--- GIVEN RECORDS ---

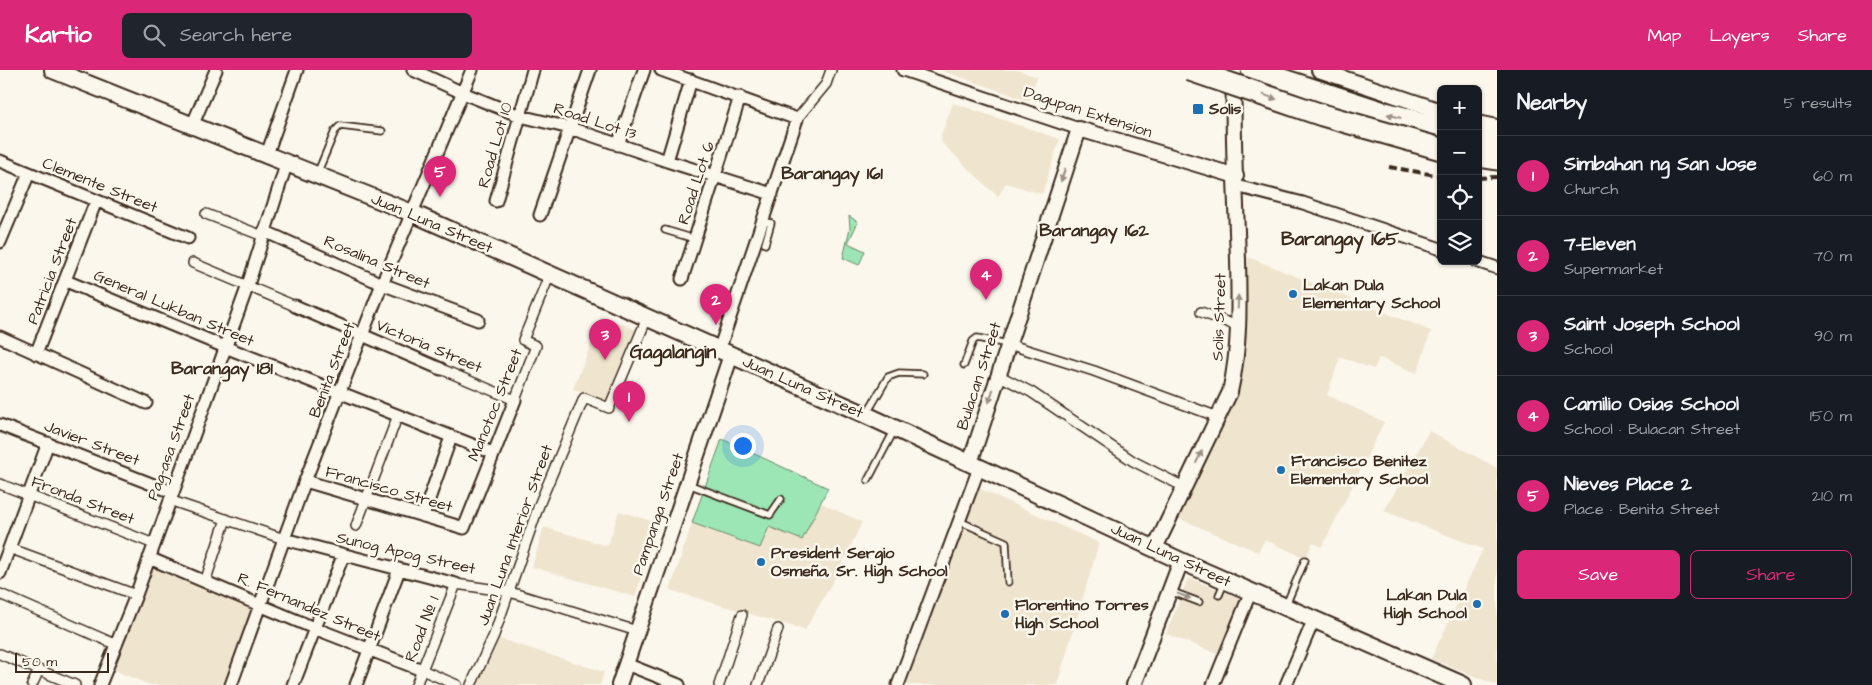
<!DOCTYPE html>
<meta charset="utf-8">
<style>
body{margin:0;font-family:"Architects Daughter",sans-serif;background:#20242c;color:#f1f3f6}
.controls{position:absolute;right:15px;top:15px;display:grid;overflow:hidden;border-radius:8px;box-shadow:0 1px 4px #0004}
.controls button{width:45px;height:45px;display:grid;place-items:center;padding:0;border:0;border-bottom:1px solid #363941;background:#171b24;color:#f1f3f6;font:25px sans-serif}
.scale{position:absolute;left:15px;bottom:12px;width:94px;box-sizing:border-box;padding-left:5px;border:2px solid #3b2a1e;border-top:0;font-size:14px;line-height:18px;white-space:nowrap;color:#3b2a1e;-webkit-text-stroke:4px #fbf7ec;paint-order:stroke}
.you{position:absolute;left:742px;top:375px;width:18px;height:18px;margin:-12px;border:4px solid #fff;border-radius:50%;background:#1a73e8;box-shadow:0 0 0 8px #1a73e833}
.badge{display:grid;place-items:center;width:32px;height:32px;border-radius:50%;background:#db2777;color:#fff;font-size:16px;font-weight:700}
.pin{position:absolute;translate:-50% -41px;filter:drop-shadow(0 1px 2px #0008)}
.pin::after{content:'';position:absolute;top:26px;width:18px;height:15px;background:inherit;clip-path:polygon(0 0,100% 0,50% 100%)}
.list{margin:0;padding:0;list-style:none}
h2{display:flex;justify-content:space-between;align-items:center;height:65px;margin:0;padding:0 20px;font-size:21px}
h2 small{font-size:16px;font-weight:400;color:#9ea1a6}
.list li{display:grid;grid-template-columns:32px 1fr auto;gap:15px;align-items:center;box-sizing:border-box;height:80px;padding:0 20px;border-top:1px solid #363941}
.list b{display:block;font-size:19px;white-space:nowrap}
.list p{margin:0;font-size:16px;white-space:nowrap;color:#9ea1a6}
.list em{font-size:16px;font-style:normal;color:#9ea1a6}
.actions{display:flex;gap:10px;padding:15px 20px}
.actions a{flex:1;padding:11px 0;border:1px solid #db2777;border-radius:8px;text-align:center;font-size:18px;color:#db2777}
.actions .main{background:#db2777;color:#fff}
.icon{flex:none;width:28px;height:28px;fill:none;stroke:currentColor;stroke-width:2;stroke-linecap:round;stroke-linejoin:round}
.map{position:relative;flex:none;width:1497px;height:615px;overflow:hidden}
header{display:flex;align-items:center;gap:30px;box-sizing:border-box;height:70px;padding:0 25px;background:#db2777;color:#fff}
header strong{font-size:24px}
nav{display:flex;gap:28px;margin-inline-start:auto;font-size:18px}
.search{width:350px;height:45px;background:#20242c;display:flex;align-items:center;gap:12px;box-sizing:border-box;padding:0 18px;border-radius:8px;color:#9ea1a6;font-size:19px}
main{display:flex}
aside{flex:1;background:#171b24}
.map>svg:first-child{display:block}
.built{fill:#efe4ce}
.green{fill:#9ce5b4;stroke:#6c8869}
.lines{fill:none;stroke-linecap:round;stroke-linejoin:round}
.service-casing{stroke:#3b2a1e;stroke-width:9}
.pedestrian-casing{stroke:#3b2a1e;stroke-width:12}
.minor-casing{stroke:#3b2a1e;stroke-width:15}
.tertiary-casing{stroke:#3b2a1e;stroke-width:18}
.secondary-casing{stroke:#3b2a1e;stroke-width:20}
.motorway-casing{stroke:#3b2a1e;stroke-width:25}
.service{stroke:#fbf7ec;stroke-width:5.5}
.pedestrian{stroke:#fbf7ec;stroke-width:9}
.minor{stroke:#fbf7ec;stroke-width:11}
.tertiary{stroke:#fbf7ec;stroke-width:14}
.secondary{stroke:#fbf7ec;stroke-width:16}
.motorway{stroke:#fbf7ec;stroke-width:21}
.rail{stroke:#3b2a1e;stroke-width:4;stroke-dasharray:8 4;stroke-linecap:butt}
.motorway-bridge-casing{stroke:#3b2a1e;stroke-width:25;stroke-linecap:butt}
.motorway-bridge{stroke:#fbf7ec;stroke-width:21}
.oneway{fill:#9b9085}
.poi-dot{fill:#1f6fb2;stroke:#fbf7ec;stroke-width:2}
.labels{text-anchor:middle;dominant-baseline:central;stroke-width:5;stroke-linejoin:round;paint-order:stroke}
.poi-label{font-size:16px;font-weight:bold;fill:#3b2a1e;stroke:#fbf7ec;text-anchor:start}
.street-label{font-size:16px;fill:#3b2a1e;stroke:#fbf7ec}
.neighbourhood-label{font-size:18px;font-weight:bold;fill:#3b2a1e;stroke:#fbf7ec}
.quarter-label{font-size:19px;font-weight:bold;fill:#3b2a1e;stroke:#fbf7ec}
</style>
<header>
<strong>Kartio</strong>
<div class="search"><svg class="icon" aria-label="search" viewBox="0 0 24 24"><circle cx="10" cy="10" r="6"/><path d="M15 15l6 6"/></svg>Search here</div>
<nav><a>Map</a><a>Layers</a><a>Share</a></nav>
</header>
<main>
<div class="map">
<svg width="1497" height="615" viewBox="0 0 1497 615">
<rect width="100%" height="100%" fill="#fbf7ec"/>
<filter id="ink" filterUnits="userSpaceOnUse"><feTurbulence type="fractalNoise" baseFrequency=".02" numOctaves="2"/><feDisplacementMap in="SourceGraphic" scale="10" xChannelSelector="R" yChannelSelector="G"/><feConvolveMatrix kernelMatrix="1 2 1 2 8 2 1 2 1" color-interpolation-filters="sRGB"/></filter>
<g filter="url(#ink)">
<path class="built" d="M 940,0 L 1017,0 L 1037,7 L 1029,31 Z
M 953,33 L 1060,69 L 1042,124 L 1006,113 L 998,127 L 942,73 L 941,65 Z
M 1248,187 L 1431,261 L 1417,303 L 1379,288 L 1374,299 L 1340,287 L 1327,325 L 1384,352 L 1322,477 L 1313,472 L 1306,488 L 1265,470 L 1258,482 L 1178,448 L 1237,328 L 1242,293 Z
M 602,246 L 637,260 L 608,334 L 573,319 Z
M 1429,361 L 1497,398 L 1497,615 L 1431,589 L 1483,479 L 1384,441 Z
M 978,418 L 1099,473 L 1057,615 L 906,615 Z
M 821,433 L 862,452 L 836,506 L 805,560 L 670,520 L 692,453 L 760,478 L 769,457 L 802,469 Z
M 619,441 L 658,453 L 635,527 L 532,497 L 544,457 L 608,476 Z
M 154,498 L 254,539 L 224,615 L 150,615 L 113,600 Z
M 1188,508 L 1240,528 L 1218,584 L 1166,564 Z
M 494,567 L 604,602 L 600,615 L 472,615 Z"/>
<path class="green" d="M 849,146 L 858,152 L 848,173 L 865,181 L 859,195 L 843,188 L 850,158 Z
M 722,369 L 828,418 L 802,470 L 769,457 L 760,478 L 692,453 Z"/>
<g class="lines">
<defs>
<path id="service" d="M 317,104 L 335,61 L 340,56 L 382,61
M 763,151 L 771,153 L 765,174
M 665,160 L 695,169
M 964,295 L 973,271 L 977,268 L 1008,274
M 867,343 L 888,307 L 899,303 L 923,304
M 868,410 L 894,361
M 688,414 L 770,445 L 781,429
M 959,451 L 1006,472 L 1008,512
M 1170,521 L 1199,532
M 1219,525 L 1225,511
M 1286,535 L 1305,490"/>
<path id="pedestrian" d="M 797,49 L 826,14 L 831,0
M 206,144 L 263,166
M 193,193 L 295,236
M 1201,242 L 1237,256
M 1008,274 L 1094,301 L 1218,347
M 441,299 L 515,330 L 536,276 L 523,270 L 550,204
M 998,305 L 1031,322 L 1133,391 L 1184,417
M 0,414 L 154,474
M 169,430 L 284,469
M 356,456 L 398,345
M 9,478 L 136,525
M 205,512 L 226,449
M 0,524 L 117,575
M 0,584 L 75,615
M 422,600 L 457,615
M 32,615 L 39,600
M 416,615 L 456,514 L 510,522 L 637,561
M 471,615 L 494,565 L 539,435 L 584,328 L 609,338 L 647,248
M 719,615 L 742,545
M 758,615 L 778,559"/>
<path id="minor" d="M 413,0 L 463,23 L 520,46 L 570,58 L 667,91 L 772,124
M 661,0 L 797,49 L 719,280
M 903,0 L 1079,59
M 192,56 L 216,0
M 618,75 L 644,0
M 267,84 L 297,0
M 0,91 L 188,168
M 667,91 L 691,10
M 1236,116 L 1303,133 L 1441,179
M 496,131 L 533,0
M 540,145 L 590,0
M 264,161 L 382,214 L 478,250
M 0,172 L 29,103
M 1476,191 L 1497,198
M 682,209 L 740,27
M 66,211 L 225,277 L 493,383
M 295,236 L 441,299
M 0,267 L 146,333
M 36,284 L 96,131
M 0,355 L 172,422
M 305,411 L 464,458 L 515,330
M 423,446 L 451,367
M 284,469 L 456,514
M 149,488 L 314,558 L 422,600
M 0,503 L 48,373
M 626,594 L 679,615
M 100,615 L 136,525 L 248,215 L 287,92
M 231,615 L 305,411 L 382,214 L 472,0
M 293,615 L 343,486
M 356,615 L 399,500
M 898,615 L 979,398
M 1213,615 L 1251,521
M 1286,615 L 1314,549"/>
<path id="tertiary" d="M 1319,0 L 1441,41
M 1478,53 L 1497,57
M 970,393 L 1079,59 L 1236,106
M 1155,478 L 1230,322 C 1240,279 1239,233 1238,190 C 1236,126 1232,63 1234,0
M 619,615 L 731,285
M 1134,615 L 1181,491"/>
<path id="secondary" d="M 53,0 L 412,143 L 866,345 L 1181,491 L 1463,615"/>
<path id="motorway" d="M 1252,0 L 1381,42 L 1441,58
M 1478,66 L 1497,68
M 1478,86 L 1497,89"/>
</defs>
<use href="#service" class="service-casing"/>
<use href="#pedestrian" class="pedestrian-casing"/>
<use href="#minor" class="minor-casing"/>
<use href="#tertiary" class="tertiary-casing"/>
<use href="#secondary" class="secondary-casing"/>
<use href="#motorway" class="motorway-casing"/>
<use href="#service" class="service"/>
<use href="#pedestrian" class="pedestrian"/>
<use href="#minor" class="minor"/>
<use href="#tertiary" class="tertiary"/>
<use href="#secondary" class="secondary"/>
<use href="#motorway" class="motorway"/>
<path class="rail" d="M 1389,97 L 1441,106
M 1478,108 L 1497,107"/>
<defs>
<path id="motorway-bridge" d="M 1190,0 L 1322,45 L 1441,79"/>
</defs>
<use href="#motorway-bridge" class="motorway-bridge-casing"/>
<use href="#motorway-bridge" class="motorway-bridge"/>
</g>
<defs><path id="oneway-solid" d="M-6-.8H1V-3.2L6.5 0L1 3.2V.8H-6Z" transform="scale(1.25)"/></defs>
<g class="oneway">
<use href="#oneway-solid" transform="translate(1270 27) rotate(19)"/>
<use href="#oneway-solid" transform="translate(1394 46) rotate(-165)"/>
<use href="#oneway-solid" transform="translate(1063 105) rotate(108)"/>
<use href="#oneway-solid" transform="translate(1238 232) rotate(-88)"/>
<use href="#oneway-solid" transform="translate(991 326) rotate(108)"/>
<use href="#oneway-solid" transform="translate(1199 387) rotate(-64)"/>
<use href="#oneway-solid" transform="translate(1184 526) rotate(21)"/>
</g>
</g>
<g class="poi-dot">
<rect x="1192" y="33" width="12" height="12" rx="2.5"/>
<circle cx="1293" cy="224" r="5"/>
<circle cx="1281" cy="400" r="5"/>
<circle cx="761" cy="492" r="5"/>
<circle cx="1477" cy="534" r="5"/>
<circle cx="1005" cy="544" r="5"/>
</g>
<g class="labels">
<g class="poi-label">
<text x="1209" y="39">Solis</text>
<text x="1303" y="215">Lakan Dula<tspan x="1303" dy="18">Elementary School</tspan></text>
<text x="1291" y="391">Francisco Benitez<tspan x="1291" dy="18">Elementary School</tspan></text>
<text x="771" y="483">President Sergio<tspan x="771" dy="18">Osmeña, Sr. High School</tspan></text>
<text x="1467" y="525" text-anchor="end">Lakan Dula<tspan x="1467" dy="18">High School</tspan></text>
<text x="1015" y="535">Florentino Torres<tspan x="1015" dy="18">High School</tspan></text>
</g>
<g class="street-label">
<text transform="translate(1088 42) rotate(18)">Dagupan Extension</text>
<text transform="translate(595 51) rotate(18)">Road Lot 13</text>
<text transform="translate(495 75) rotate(-74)">Road Lot 10</text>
<text transform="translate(696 113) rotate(-72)">Road Lot 6</text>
<text transform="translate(100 115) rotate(22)">Clemente Street</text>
<text transform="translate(432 153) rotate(23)">Juan Luna Street</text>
<text transform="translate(377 192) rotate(23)">Rosalina Street</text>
<text transform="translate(52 201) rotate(-69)">Patricia Street</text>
<text transform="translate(174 238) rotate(23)">General Lukban Street</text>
<text transform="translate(1219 247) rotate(-88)">Solis Street</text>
<text transform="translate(429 276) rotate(23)">Victoria Street</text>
<text transform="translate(332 300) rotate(-69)">Benita Street</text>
<text transform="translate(979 306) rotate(-72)">Bulacan Street</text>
<text transform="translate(803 317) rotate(24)">Juan Luna Street</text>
<text transform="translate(495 335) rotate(-68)">Manotoc Street</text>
<text transform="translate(92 373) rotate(21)">Javier Street</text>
<text transform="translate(171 377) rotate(-70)">Pag-asa Street</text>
<text transform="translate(389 419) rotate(16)">Francisco Street</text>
<text transform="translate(83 430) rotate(21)">Fronda Street</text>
<text transform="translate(658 444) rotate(-71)">Pampanga Street</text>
<text transform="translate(515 465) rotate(-70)">Juan Luna Interior Street</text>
<text transform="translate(406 483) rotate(13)">Sunog Apog Street</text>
<text transform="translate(1171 485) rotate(25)">Juan Luna Street</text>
<text transform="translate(309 537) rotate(23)">R. Fernandez Street</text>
<text transform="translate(422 559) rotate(-69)">Road № 1</text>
</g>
<g class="neighbourhood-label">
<text x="832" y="103">Barangay 161</text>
<text x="1094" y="160">Barangay 162</text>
<text x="222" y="298">Barangay 181</text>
</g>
<g class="quarter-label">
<text x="1340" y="169">Barangay 165</text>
<text x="673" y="282">Gagalangin</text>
</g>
</g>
</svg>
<div class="controls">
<button>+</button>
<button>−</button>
<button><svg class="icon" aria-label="locate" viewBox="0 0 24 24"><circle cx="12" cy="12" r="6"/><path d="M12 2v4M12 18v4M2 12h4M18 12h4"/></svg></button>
<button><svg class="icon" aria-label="layers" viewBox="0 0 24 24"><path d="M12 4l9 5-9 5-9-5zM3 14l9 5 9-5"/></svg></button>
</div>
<div class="scale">50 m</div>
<div class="you"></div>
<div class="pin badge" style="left:629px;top:352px">1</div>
<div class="pin badge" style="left:716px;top:255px">2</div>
<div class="pin badge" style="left:605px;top:290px">3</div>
<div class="pin badge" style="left:986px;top:230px">4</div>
<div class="pin badge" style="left:440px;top:127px">5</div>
</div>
<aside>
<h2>Nearby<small>5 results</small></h2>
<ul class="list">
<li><span class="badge">1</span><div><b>Simbahan ng San Jose</b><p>Church</p></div><em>60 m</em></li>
<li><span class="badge">2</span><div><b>7-Eleven</b><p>Supermarket</p></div><em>70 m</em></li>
<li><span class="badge">3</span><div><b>Saint Joseph School</b><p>School</p></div><em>90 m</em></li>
<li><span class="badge">4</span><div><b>Camilio Osias School</b><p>School · Bulacan Street</p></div><em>150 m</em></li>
<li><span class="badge">5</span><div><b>Nieves Place 2</b><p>Place · Benita Street</p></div><em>210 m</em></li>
</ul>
<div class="actions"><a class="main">Save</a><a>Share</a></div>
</aside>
</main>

---

> **WHAT YOU SHOULD DO**
Search the records above for "bottom". Copy each line where it is found.

> **RESPONSE TO THE TASK**
.controls button{width:45px;height:45px;display:grid;place-items:center;padding:0;border:0;border-bottom:1px solid #363941;background:#171b24;color:#f1f3f6;font:25px sans-serif}
.scale{position:absolute;left:15px;bottom:12px;width:94px;box-sizing:border-box;padding-left:5px;border:2px solid #3b2a1e;border-top:0;font-size:14px;line-height:18px;white-space:nowrap;color:#3b2a1e;-webkit-text-stroke:4px #fbf7ec;paint-order:stroke}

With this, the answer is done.